The cold and rainy spring is finally over, and with it the last thing which was preventing the building of the shed to get properly under way. I’m happy to report that I now have a lovely 20’x44’ slab where the boat used to be, and will soon be moving the boat onto it and building a shed around it.

The preparation of the space began quite some time ago, and was seriously hampered by weather and the folks who were hired to do the work having more customers than just me to fit into the few weather windows that did exist. They did a great job in the end, though – Eugene Lenihan having prepared the ground by scraping away the very thin layer of topsoil and roots and replacing it with sand and then gravel to build up a level pad to pour the slab onto; and Jim Rafuse having set up the forms and metalwork and actually poured the slab.
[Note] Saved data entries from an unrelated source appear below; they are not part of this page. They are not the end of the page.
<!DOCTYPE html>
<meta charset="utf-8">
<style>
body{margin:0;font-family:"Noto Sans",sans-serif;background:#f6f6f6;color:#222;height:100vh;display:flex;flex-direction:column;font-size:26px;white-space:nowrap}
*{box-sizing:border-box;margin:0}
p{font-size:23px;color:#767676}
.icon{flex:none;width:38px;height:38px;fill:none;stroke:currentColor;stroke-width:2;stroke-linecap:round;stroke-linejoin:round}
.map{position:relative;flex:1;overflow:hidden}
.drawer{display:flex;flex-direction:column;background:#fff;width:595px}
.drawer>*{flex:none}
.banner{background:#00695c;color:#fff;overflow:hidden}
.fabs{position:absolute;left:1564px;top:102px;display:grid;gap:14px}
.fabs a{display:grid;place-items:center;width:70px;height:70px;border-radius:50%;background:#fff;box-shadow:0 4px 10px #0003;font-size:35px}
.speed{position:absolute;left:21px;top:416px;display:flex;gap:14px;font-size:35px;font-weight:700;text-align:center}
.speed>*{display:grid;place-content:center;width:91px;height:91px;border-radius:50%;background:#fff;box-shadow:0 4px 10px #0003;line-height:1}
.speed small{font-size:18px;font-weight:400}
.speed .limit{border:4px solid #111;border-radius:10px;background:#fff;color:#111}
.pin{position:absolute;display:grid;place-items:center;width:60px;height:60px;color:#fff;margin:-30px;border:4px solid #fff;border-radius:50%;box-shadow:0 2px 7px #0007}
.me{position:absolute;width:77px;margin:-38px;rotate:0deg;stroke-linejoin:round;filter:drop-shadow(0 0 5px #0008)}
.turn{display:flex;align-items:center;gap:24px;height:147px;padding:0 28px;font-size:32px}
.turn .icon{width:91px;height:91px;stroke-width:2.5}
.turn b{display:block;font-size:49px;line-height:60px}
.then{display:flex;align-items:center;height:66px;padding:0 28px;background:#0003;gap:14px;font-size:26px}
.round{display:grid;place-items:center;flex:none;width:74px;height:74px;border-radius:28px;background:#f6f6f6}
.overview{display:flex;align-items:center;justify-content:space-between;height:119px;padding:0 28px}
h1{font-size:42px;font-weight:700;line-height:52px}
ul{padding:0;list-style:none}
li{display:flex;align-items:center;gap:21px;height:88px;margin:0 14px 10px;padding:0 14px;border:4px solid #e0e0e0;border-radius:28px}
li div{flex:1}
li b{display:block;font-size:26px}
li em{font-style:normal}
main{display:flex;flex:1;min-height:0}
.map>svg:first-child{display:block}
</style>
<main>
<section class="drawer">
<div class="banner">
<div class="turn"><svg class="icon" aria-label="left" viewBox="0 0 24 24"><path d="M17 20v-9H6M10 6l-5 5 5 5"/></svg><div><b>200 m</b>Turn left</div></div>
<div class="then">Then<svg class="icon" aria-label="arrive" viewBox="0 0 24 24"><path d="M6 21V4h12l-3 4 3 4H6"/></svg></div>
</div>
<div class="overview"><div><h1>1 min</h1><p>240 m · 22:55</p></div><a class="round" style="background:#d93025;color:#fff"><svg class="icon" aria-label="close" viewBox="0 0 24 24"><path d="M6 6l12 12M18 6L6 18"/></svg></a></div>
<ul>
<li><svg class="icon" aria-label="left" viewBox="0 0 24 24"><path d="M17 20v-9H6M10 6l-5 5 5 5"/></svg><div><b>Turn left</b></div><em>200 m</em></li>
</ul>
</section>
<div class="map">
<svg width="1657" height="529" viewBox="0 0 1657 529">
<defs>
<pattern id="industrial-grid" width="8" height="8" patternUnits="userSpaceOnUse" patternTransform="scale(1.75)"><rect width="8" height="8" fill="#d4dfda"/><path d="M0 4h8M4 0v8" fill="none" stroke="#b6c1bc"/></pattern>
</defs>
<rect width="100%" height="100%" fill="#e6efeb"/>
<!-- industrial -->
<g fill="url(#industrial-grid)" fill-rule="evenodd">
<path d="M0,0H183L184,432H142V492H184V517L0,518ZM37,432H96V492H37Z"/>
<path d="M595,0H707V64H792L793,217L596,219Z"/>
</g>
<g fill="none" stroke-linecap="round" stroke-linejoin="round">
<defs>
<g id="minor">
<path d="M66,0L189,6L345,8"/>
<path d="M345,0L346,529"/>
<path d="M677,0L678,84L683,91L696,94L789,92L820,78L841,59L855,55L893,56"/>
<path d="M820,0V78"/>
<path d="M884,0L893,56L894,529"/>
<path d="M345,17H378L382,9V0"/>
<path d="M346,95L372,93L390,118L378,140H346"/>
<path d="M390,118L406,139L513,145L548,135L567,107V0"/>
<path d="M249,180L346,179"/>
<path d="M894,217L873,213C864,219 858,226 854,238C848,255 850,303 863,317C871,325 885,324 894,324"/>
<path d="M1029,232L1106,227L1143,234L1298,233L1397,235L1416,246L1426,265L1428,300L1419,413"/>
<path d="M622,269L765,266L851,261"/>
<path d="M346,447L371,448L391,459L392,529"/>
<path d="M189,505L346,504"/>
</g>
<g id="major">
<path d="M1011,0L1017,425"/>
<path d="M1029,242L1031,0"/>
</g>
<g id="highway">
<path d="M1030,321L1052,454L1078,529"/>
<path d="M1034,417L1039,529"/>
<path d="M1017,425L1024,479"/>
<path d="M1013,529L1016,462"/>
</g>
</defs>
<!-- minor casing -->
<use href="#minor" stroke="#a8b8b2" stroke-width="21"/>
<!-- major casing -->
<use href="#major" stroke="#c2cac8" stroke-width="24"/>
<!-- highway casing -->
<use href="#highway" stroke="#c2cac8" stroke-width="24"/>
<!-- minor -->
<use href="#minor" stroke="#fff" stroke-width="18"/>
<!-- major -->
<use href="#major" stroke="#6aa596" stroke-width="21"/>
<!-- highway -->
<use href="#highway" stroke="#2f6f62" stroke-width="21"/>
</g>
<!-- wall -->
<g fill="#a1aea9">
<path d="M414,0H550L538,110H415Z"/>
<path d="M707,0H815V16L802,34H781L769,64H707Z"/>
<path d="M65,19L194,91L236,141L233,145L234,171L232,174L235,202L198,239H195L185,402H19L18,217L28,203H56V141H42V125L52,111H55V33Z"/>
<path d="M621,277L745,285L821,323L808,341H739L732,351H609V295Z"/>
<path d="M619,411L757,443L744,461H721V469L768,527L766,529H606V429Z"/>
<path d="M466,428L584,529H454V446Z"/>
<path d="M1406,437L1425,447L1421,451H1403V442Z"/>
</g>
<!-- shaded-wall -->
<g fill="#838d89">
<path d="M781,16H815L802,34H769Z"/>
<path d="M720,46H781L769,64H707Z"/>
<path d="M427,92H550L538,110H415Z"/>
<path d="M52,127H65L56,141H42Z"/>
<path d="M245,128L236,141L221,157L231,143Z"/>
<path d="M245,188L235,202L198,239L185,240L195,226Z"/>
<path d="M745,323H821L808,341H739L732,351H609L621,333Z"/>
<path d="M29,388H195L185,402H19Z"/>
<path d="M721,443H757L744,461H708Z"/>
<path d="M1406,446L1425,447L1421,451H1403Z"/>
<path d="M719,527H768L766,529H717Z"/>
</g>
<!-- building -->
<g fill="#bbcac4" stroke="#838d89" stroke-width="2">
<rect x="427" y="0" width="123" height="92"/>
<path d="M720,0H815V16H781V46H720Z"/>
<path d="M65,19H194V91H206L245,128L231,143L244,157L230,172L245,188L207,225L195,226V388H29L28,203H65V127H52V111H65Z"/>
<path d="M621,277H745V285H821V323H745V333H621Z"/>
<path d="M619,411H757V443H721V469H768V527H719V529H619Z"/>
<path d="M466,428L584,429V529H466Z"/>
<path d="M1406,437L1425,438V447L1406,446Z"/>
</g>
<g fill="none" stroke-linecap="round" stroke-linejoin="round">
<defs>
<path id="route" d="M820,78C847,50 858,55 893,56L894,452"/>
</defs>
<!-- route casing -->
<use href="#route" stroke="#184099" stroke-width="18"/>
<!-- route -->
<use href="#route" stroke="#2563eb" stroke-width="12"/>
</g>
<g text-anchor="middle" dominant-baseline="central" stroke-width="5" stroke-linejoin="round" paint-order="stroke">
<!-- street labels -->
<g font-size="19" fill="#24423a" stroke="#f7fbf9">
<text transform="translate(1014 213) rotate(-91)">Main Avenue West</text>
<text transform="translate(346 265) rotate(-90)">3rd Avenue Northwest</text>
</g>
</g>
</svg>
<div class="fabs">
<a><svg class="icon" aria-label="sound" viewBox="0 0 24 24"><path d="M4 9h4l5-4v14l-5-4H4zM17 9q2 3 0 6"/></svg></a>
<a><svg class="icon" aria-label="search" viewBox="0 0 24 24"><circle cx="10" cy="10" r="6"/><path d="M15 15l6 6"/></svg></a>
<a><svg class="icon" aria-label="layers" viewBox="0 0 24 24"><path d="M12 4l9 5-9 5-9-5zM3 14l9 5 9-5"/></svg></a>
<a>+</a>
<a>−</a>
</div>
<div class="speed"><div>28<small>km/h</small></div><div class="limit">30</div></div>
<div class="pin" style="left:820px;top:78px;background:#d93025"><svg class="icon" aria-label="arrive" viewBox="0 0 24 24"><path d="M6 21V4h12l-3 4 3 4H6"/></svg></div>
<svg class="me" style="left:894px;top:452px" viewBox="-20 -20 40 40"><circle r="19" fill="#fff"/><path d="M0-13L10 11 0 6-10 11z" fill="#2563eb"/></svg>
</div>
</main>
This way of getting a foundation for the shed means that this shed already costs more than the old one, which seems extreme, but… The last one would have blown away in a storm without the boat inside, since it wasn’t tied to the ground except by gravity and the boat’s weight. It also would flood in rainstorms and was impossible to really keep clean. This shed will be possible to clean, will stay dry, will be possible to seal against local animals (you may recall that I had a mother racoon give birth to two babies inside the boat two years ago?), and will give a fantastic level and smooth working surface. It also means the she is permanent, and is worth spending this kind of money on.

Enough philosophizing – on to the photos of what’s happened since the last instalment.
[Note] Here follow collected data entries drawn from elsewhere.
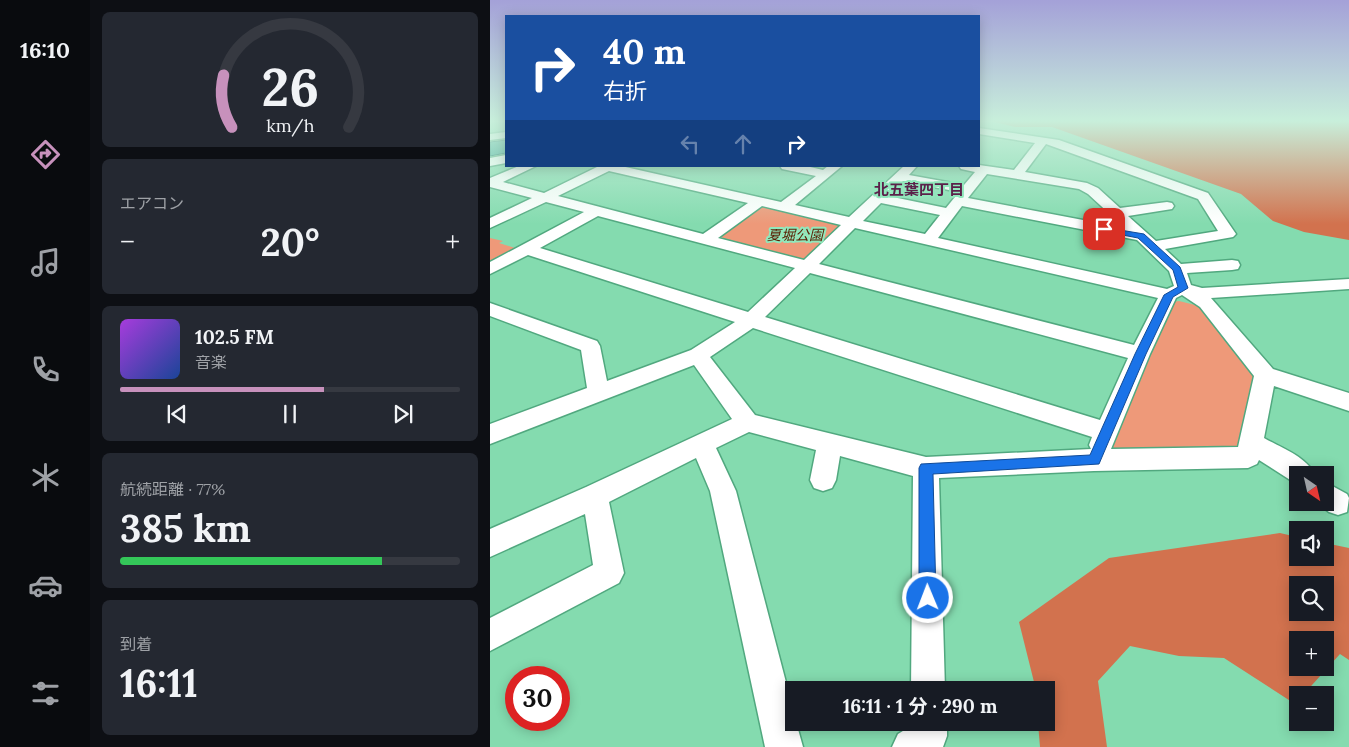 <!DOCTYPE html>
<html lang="ja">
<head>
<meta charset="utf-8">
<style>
	body { margin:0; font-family:Lora,"Noto Sans JP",serif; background:#242831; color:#f1f3f6; height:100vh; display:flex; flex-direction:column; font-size:19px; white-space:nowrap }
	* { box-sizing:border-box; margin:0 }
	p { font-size:16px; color:#9ea1a6 }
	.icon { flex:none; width:28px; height:28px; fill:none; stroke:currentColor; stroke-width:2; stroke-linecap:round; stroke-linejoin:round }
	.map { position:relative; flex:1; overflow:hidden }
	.drawer { display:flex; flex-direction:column; gap:12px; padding:12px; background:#0d0f14; width:400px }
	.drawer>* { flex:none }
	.hud { position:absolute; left:15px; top:15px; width:475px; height:152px; border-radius:0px; box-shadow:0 2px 12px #0003; background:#1a4fa0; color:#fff; overflow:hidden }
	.needle { width:32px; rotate:146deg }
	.controls { position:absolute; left:799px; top:466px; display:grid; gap:10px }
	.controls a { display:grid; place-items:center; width:45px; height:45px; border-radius:0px; background:#171b24; box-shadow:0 2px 12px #0003; font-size:25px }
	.speed { position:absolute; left:15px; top:666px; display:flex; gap:10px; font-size:25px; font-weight:700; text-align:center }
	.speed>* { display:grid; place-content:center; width:65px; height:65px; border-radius:50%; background:#171b24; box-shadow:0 2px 12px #0003; line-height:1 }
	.speed .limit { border:8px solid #d22; background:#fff; color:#111 }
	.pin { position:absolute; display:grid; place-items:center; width:42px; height:42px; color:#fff; margin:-21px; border-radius:10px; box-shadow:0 2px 8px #0006 }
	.me { position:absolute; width:55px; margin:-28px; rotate:359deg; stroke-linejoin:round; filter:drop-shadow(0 0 4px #0008) }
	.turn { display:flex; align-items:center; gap:18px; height:105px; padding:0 15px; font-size:22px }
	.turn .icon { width:65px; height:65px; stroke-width:2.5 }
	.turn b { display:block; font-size:35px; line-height:42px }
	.lanes { display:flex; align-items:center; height:48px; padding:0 15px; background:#0003; justify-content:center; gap:25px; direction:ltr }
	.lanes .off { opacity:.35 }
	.big { font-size:38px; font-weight:700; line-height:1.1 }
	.drawer .card { flex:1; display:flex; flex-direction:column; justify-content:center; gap:8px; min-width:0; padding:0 18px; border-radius:8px; background:#242831 }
	.drawer .dial { align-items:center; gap:0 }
	.dial svg { height:130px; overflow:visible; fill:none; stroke:#363941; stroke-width:7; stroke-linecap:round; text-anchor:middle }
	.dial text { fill:#f1f3f6; stroke:none }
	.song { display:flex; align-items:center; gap:15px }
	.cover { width:60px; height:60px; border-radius:8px; background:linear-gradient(135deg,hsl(280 70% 55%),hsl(220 70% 35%)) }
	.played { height:5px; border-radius:2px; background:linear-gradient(90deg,#c791bc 60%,#363941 60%) }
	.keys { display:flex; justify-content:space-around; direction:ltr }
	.heat { display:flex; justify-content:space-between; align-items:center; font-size:28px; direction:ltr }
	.charge { height:8px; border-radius:4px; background:linear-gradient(90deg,#34c759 77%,#363941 0) }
	.trip { position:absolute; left:295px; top:681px; width:270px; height:50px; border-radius:0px; background:#171b24; box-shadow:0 2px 12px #0003; font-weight:700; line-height:50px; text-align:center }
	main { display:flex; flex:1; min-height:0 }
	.tab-bar { display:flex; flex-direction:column; width:90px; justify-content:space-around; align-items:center; background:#090b0e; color:#9ea1a6 }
	.tab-bar .icon { width:35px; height:35px }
	.tab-bar .on { color:#c791bc }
	.tab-bar b { font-size:22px; color:#f1f3f6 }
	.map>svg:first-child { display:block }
	.green { fill:#ee9979 }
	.forest { fill:#d2724e; fill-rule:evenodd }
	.building { fill:#29a08f; stroke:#00675b }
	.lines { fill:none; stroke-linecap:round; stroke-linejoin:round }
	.minor-casing { stroke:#51a87f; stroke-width:3 }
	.minor { fill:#fff; fill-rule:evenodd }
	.route { fill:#1a73e8; stroke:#114b97 }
	.labels { text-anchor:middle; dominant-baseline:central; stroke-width:4; stroke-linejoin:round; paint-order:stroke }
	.far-park-label { font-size:14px; font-style:italic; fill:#5a1d02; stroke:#91e8bc }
	.far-neighbourhood-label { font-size:15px; font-weight:bold; fill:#5b214a; stroke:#91e8bc }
</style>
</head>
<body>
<main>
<nav class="tab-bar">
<b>16:10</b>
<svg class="icon on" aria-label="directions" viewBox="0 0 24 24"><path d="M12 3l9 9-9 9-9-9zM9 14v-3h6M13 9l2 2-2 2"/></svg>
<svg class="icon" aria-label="music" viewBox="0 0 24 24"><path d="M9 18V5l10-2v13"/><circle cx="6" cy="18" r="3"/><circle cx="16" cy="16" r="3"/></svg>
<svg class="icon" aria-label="phone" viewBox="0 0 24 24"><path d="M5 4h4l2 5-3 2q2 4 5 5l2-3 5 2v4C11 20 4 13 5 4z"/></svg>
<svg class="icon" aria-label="climate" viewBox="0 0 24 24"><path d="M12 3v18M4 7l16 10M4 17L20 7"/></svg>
<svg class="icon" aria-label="car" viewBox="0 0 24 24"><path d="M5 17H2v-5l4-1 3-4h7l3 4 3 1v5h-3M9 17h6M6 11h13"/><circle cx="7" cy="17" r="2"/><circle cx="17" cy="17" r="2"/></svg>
<svg class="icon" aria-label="filters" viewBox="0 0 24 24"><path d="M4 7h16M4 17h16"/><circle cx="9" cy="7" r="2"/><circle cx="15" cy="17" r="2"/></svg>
</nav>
<section class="drawer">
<div class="card dial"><svg viewBox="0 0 100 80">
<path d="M14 69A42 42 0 1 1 86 69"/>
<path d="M14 69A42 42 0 0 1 9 37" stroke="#c791bc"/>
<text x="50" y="56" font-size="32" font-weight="700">26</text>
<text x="50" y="72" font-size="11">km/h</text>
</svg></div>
<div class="card"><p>エアコン</p>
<div class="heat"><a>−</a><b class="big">20°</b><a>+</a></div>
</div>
<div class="card">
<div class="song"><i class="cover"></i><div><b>102.5 FM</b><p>音楽</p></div></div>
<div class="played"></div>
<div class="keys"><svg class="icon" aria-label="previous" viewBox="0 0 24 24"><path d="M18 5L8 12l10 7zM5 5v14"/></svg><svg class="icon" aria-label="pause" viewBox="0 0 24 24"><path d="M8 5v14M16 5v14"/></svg><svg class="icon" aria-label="next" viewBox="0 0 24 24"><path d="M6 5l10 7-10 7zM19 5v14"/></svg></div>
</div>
<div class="card"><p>航続距離 · 77%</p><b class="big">385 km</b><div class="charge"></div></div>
<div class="card"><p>到着</p><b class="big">16:11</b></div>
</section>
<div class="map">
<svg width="859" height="747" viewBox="0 0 859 747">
	<rect width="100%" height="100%" fill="#84dbaf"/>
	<g class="green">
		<polygon points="272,205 349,223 352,227 322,258 311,260 230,237 228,233"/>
		<polygon points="0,238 13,241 9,243 28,249 0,263"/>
		<polygon points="689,301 705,305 713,310 766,372 749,454 632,456 618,442 678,303"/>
	</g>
	<g class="forest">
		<polygon points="497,120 859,120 859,240 814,232 783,221 751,194 562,127 525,127"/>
		<path d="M790,533L807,537L808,558H835V543L859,548V660L850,654L813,695H808L807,702L805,704L734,658L689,656L640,646L608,681L617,747H550L548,723L556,722V690H546L529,622L619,558ZM808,585H835V612H808ZM808,640H835V668H808Z"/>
	</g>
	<polygon class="building" points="16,140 16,153 0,156 0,142"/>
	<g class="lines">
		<defs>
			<g id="minor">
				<path d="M489,128L569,140L718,193L746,234L743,237L675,249L691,264L742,260L748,261L750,265L748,269L742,270L697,273L701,285L712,288L859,279V289L721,298L783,369L859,393V411L784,386L774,438C791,448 816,456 825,475H808V485L769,460L767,464L758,468L604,471L449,478L455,690H421L423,476L350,456L346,480L342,488L333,491L324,488L320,480L326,450L259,432L226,448L246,491L304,713V722H306L313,747H275L220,491L206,458L119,502L134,573L129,583L0,651V618L103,565L95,514L0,557V529L96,487L242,419L204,365L0,444V424L97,388L91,350L0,316V303L107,341L110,346L117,381L201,350L245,322L38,255L0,274V262L94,212L56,202L0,228V218L42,198L0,187V178L29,166H46L13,182L54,193L109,166H131L291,202L326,176L292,169L290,166H316L333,170L338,166H352L305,205L359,217L414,166H427L419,175L474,185L485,172L471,169L469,166H489V165L524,170L545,143L489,134ZM556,144L708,199L728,231L666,241L638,216L682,209L684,206L682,203L677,202L630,208L608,188L597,183L535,172ZM119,171L258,203L213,234L68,196ZM497,174L589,189L598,194L635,228L478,198ZM413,181L469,192L456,208L398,196ZM391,203L450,215L435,234L373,221ZM272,206L351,225L314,260L228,238ZM472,206L647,240L679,271L684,286L677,289L448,238ZM108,216L305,268L258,312L50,248ZM365,228L668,298L644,345L329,264ZM320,273L638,358L610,420L275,317ZM692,295L710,307L764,376L748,447L621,449L660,354L686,298ZM263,328L602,437L599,445L601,449L436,457L265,415L220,357Z"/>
				<polygon points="16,132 16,138 0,140 0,134"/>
				<polygon points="16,155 16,163 0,166 0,158"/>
				<polygon points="835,482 857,494 859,498 857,512 848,515 839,512 826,502 835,502"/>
				<polygon points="421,722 457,722 457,736 453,747 402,747 408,734 421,726"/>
			</g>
		</defs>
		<use href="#minor" class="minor-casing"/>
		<use href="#minor" class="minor"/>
	</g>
	<linearGradient id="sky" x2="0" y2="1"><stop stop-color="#a4a1d8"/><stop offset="0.54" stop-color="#c8efdb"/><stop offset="1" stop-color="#c8efdb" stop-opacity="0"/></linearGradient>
	<rect width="859" height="224" fill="url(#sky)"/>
	<polygon class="route" points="612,227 654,234 690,267 698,288 683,297 656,354 609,464 443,474 446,598 443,603 438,606 432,603 429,598 429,468 431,464 600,455 645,354 674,295 688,287 683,270 648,238 612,231"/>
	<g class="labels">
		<g class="far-park-label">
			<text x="305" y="235">夏堀公園</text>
		</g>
		<g class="far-neighbourhood-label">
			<text x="429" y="189">北五葉四丁目</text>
		</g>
	</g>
</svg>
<div class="controls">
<a><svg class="needle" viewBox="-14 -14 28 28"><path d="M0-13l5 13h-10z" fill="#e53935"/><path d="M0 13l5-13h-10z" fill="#9ea1a6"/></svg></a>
<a><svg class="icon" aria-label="sound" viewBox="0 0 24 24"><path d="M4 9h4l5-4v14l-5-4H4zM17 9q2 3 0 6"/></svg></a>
<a><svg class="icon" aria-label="search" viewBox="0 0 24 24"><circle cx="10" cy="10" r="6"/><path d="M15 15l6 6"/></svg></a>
<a>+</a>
<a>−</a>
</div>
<div class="speed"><div class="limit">30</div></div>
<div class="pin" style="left:614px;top:229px;background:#d93025"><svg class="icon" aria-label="arrive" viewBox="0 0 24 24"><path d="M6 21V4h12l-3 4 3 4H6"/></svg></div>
<svg class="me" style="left:438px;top:598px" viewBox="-20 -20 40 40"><circle r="17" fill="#1a73e8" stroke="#fff" stroke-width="3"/><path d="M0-11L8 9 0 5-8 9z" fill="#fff"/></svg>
<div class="trip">16:11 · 1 分 · 290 m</div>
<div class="hud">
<div class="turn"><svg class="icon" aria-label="right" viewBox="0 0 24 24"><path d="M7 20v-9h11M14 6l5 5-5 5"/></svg><div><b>40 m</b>右折</div></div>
<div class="lanes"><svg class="icon off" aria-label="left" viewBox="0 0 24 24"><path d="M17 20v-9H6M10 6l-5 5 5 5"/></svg><svg class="icon off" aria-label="ahead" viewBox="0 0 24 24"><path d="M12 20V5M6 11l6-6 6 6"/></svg><svg class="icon" aria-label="right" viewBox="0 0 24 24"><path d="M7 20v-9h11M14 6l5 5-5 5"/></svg></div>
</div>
</div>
</main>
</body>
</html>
The slab prep did take awhile, and there was some question as to whether or not it needed to be an “engineered” slab or not. The difference is that the engineered slab has a deeper footing and more rebar, and is usually required for slabs of over 600 sq. ft. (which this one is, at 880 sq. ft.). Given how light the building is that is being built on this slab, engineering it seemed like overkill. On the other hand, the slab may well outlast the building, in which case who knows what will go on it afterward. A standard two-storey building does require an engineered slab, so that’s what we put down in the end.

Here’s the prepared ground along with the forms and metalwork:
Slab preparations

Detail of the rebar in the footings
Slab preparations - rebar and wire mesh

Ready for the pour
Slab preparations - ready for the pour

As it turns out I was away for the actual pour – work took me to Dallas for two weeks and I missed it. Looking at the end result, it’s quite clear that it all went well – the slab looks great, level, smooth, solid. And so far no cracks. I gather from what I’ve read that a slab with no cracks at all, ever, is a very rare thing, so I’m not hoping for that, but I am hoping for as few as possible. Being away for the pour is a good thing in one way, since the longer that concrete has to cure the stronger it gets, and it was poured a week and a half ago already, meaning that when I do put the boat on it it will have gotten much closer to full strength (which I gather is only achieved after months of curing, although 80% is achieved after a week or so).

Here’s the slab now, ready for me to start working on the shed:


The only detail on the slab other than the j-bolts around the edge to attach the structure to is the wiring chase that was poured in. I’ll have to make sure I’ve got lots of steel wool in there as well if I don’t want visitors crawling in through the pipe!
Wiring chase


The door end has fewer bolts.

So my next step is to build the little knee wall. Since the last entry I’ve changed my mind yet again on how to build the structure, although not by much. I will build a short (~1.5’ high) knee wall out of 2×6 which will be through-bolted to the slab. Basically it’ll be a standard stick-built wall, but short, and with a vertical 2×4 on top to accept the bottoms of the bows. I’ll drill and through-bolt the whole thing to the j-bolts, using threaded rod and a threaded connector, then a nut and washer on top. This will give the the ability to have a 1-1/2’ high knee wall which is essentially as stable as the ground, which was a problem with the last shed.

I’ll hopefully post details and pictures on it before too long!